From the Banks of the Wabash, from the series Game Hunting in North America, Mark Sfirri, 2008
Favorite piece turned by another artist?
My favorite turned piece of all time is "Eggcup" by Stephen Hogbin.
Stephen Hogbin, Egg Cup, 1975.
Silky brown oak. 4.5" x 8" x 2" Collection:
Crafts Board of the Australia Council
If you could give your 30-years-younger self some advice about being a turner what would you say?
I'm pleased with the path my career has taken. I think that the main thing is to stay creative, always trying out new directions.
Descending Staircase, 2009, by Mark Sfirri
In the thirty weeks leading up to AAW's 30th Anniversary Symposium in Atlanta, we will be sharing the stories of members who joined in 1986 and are still members today. We hope you enjoy their memories and insights!
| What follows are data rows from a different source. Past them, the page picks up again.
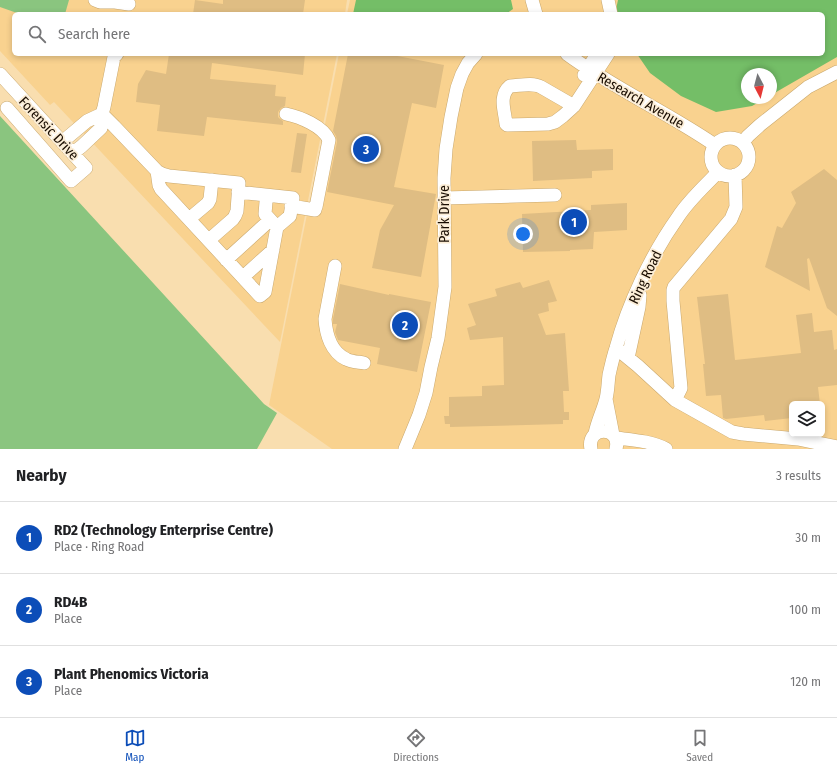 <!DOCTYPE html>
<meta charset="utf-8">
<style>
:root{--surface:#fff;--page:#f6f6f6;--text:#202124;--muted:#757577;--line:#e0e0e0;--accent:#0c4db8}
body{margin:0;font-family:"Fira Sans Condensed",sans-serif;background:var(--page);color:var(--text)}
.controls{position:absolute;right:12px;bottom:12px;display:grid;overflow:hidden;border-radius:6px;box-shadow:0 2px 6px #0003}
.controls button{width:36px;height:36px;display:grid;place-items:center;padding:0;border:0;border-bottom:1px solid var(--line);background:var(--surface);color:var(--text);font:20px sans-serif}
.compass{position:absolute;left:741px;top:68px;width:36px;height:36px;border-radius:50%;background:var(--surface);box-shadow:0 2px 6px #0003;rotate:173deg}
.you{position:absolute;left:523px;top:234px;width:14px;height:14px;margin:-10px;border:3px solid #fff;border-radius:50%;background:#1a73e8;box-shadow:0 0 0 6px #1a73e833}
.badge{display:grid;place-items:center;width:26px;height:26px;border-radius:50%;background:var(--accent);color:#fff;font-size:13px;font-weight:700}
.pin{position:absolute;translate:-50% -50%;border:2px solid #fff;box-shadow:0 1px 4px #0006}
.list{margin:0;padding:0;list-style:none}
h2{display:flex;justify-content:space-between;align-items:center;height:52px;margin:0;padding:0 16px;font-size:17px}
h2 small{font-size:13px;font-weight:400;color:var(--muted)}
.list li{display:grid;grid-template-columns:26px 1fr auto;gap:12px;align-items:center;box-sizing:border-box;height:72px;padding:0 16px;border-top:1px solid var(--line)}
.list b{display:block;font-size:15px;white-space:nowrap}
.list p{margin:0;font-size:13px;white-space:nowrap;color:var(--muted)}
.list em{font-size:13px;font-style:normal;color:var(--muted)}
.icon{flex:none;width:22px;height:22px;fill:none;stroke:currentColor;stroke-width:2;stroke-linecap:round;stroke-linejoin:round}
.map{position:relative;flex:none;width:837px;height:449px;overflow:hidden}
.search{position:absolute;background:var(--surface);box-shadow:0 2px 6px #0003;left:12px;right:12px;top:12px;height:44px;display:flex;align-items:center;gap:10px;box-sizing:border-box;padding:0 14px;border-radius:6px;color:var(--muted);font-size:15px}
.sheet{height:268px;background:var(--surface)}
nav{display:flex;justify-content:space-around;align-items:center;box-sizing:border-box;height:56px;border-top:1px solid var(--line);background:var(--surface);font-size:11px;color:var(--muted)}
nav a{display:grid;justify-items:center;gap:2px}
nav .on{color:var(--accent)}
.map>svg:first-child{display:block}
.built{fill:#f9d28f;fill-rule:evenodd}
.green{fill:#8ac57f}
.forest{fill:#74be67}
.building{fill:#dfbd83}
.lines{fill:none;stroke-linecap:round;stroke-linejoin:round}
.minor-casing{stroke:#c9a86e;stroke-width:14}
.minor{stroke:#fff;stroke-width:13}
.labels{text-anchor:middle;stroke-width:3.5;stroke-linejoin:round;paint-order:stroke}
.street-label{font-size:14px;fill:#180c00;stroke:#fbedd6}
</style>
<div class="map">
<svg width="837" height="449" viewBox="0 0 837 449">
<rect width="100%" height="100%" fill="#f9deaf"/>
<path class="built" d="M 0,0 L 347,0 L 345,14 L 14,14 L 14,54 L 337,54 L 280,342 L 54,102 L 50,105 L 0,51 Z
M 350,0 L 837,0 L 837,449 L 332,449 L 269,405 L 339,54 L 823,54 L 823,14 L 347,14 ZM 747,74 L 771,74 L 771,98 L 747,98 ZM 792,404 L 822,404 L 822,434 L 792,434 Z"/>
<path class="green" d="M 0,0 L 69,0 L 65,14 L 27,14 L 17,13 L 0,7 Z
M 0,116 L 264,404 L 277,413 L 257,449 L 0,449 Z"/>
<path class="forest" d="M 356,0 L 511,0 L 513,9 L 506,14 L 353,14 Z
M 618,0 L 837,0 L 837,57 L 771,95 L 771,74 L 747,74 L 747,98 L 766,98 L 752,106 L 716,112 L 681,96 L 650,73 L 637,54 L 823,54 L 823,14 L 615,14 Z"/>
<path class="building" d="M 195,0 L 223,4 L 223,0 L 305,0 L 303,14 L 193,14 Z
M 169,54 L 305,54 L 303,75 L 212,63 L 210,79 L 276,85 L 275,96 L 286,97 L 285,106 L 281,108 L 278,112 L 278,117 L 280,119 L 283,121 L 283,125 L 207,117 L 204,136 L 157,131 L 160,105 L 136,102 L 138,84 L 146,70 L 166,74 Z
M 348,54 L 387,54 L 444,65 L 436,108 L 412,103 L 394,187 L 436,194 L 421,277 L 372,268 L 380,230 L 394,205 L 327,192 L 337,142 L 336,136 L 333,131 Z
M 297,133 L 307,134 L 301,173 L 291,172 Z
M 576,140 L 577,150 L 613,149 L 613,170 L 592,171 L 592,178 L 533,181 L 532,141 Z
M 824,169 L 837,180 L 837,316 L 827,308 L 809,258 L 807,259 L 810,291 L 765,267 L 777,226 L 782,228 L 796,203 L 791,192 Z
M 627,203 L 627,230 L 594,232 L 593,249 L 570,250 L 570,251 L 523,252 L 522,214 L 591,210 L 591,205 Z
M 549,280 L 557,301 L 548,303 L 549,311 L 538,314 L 546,335 L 565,333 L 569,391 L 563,391 L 564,412 L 569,412 L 569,420 L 563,420 L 563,424 L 450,427 L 450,424 L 445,424 L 444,416 L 449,416 L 449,397 L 482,396 L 482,386 L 504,385 L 503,337 L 470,340 L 467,328 L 476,325 L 468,304 L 497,296 L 495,289 L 520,282 L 523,288 Z
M 340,284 L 389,295 L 389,294 L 431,302 L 417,372 L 377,364 L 380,348 L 338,340 L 335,332 L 337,324 L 333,324 L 333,319 Z
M 728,294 L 735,360 L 801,353 L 796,315 L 812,313 L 814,332 L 832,330 L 834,350 L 837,349 L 837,385 L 818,387 L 820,404 L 792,404 L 792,418 L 765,421 L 764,415 L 726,419 L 723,418 L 721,395 L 706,396 L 703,364 L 705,364 L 697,297 Z"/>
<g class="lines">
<defs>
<path id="minor" d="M 95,0 L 100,2 L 115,2 L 129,4
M 532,0 L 536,14
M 608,0 L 611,14
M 567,54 C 613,88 667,112 715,145
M 0,74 L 86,168 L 71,181 L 7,108
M 584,75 L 597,54
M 574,106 L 541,87 C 532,82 519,86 510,86 C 498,96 505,111 506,124 L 507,125 L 548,124 L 555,122 L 563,116 L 574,106 L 608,54
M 102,114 L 114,126 L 157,171 L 162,174 L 169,176 L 239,183 L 237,211 L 235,216 L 233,219 L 209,240
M 286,114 C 300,117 323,126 329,140 L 316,207
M711 157a19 19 0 1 1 38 0a19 19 0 1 1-38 0Z
M 62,142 L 87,121 L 102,114
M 743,142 L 748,136 L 760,125 L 808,87 L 837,72
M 73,153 L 82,146 L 101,128 L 102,114 L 104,107 L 114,57 L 117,54
M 157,171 L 159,185 L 161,189 L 260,296 L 265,292 L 277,227 L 290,216 L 293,198 L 238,192
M 444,198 L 555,195
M 266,202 L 265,214 L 276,226
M 291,206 L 315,210
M 189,219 L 208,203 L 210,199 L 212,180
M 226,260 L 270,220
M 335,266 L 325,319 C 326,334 331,352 346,359 C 351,362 359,362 364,363
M 243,277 L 273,250
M 616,348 L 638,366 L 675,400 L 732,432 L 743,434 L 798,439 L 837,447
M 628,358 L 639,307 L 640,295
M 606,399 L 613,435
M 675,400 L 681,388 L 673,301 L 673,290 L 674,287 L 731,219 L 736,207 L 735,175
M 595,434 C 597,422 603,411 606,399 C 608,391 608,383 609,375 C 611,366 613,357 616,348 C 628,304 651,255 678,217 C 689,200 704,187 718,172
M 616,438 C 632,440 651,441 666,449
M 405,449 L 419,415 L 426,393 L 431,367 L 438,338 L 445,287 L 444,178 L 446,149 L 451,117 L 457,88 L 462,74 L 468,63 L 476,54
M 591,449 C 586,425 622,426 616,449"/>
</defs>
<use href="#minor" class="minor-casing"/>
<use href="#minor" class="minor"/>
</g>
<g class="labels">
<g class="street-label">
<text transform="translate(641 100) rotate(30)" y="5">Research Avenue</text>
<text transform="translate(49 128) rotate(47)" y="5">Forensic Drive</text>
<text transform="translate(444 214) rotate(-90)" y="5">Park Drive</text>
<text transform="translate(645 277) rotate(-64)" y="5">Ring Road</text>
</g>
</g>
</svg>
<div class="controls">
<button><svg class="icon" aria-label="layers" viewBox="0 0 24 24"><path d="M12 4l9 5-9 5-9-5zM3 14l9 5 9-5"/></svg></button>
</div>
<svg class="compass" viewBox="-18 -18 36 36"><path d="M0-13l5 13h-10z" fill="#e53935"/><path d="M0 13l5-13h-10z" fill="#757577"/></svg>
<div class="you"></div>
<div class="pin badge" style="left:574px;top:222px">1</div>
<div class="pin badge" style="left:405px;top:325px">2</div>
<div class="pin badge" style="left:366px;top:149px">3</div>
<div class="search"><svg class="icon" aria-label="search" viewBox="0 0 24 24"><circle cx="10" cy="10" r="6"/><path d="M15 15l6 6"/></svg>Search here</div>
</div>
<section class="sheet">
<h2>Nearby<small>3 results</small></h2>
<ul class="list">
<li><span class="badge">1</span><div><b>RD2 (Technology Enterprise Centre)</b><p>Place · Ring Road</p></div><em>30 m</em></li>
<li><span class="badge">2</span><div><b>RD4B</b><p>Place</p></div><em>100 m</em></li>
<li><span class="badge">3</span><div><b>Plant Phenomics Victoria</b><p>Place</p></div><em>120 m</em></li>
</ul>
</section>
<nav>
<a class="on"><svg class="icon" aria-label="map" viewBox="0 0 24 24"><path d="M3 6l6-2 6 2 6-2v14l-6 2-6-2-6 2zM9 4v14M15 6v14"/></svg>Map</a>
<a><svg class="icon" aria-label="directions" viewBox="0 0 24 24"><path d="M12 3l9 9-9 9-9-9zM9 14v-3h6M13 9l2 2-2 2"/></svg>Directions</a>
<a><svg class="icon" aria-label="saved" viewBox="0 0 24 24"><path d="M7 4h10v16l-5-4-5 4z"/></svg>Saved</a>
</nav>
- Click here to view profiles online.
About Mark Sfirri
Mark Sfirri is well-known in the woodturning world for his brain-bending multi-axis work, and for the humor he brings to both presentations and sculptural pieces like those in his Rejects From the Bat Factory series. Trained as an artist, woodworker, furniture maker and industrial designer, Mark is also an academic, with a particular interest in the Studio Furniture Movement and the work of Wharton Esherick.
Rejects From the Bat Factory, Mark Sfirri, 2005. Ash, 25" x 34" AAW Permanent Collection, anonymous donation
Mark holds a BFA and MFA from the Rhode Island School of Design, where he studied with the prominent Danish Modern designer Tage Frid, who was a leader in the studio furniture movement. A well-respected artist, Mark's work is in over two dozen museum collections, including those of The Renwick Gallery of the Smithsonian American Art Museum, The Museum of Arts & Design, The Minneapolis Institute of Art, The Los Angeles County Museum of Art, and The Detroit Institute of Art. Mark has been recognized for his art and his teaching, and is the recipient of the Collectors of Wood Art Lifetime Achievement Award, and the Distinguished Educator Award from the Renwick, among others.
A dedicated educator, Mark has run the Fine Woodworking Program at Bucks County Community College in Newtown, Pennsylvania since 1981. He lectures and demonstrates woodturning and woodworking design and techniques throughout the US, Canada, France, Ireland, England, New Zealand, and Australia.
Mark lives with his wife, Lucy, in New Hope, Pennsylvania. Their son, Sam, lives in Charleston, South Carolina where he works as an archivist, plays soccer and performs as a musician.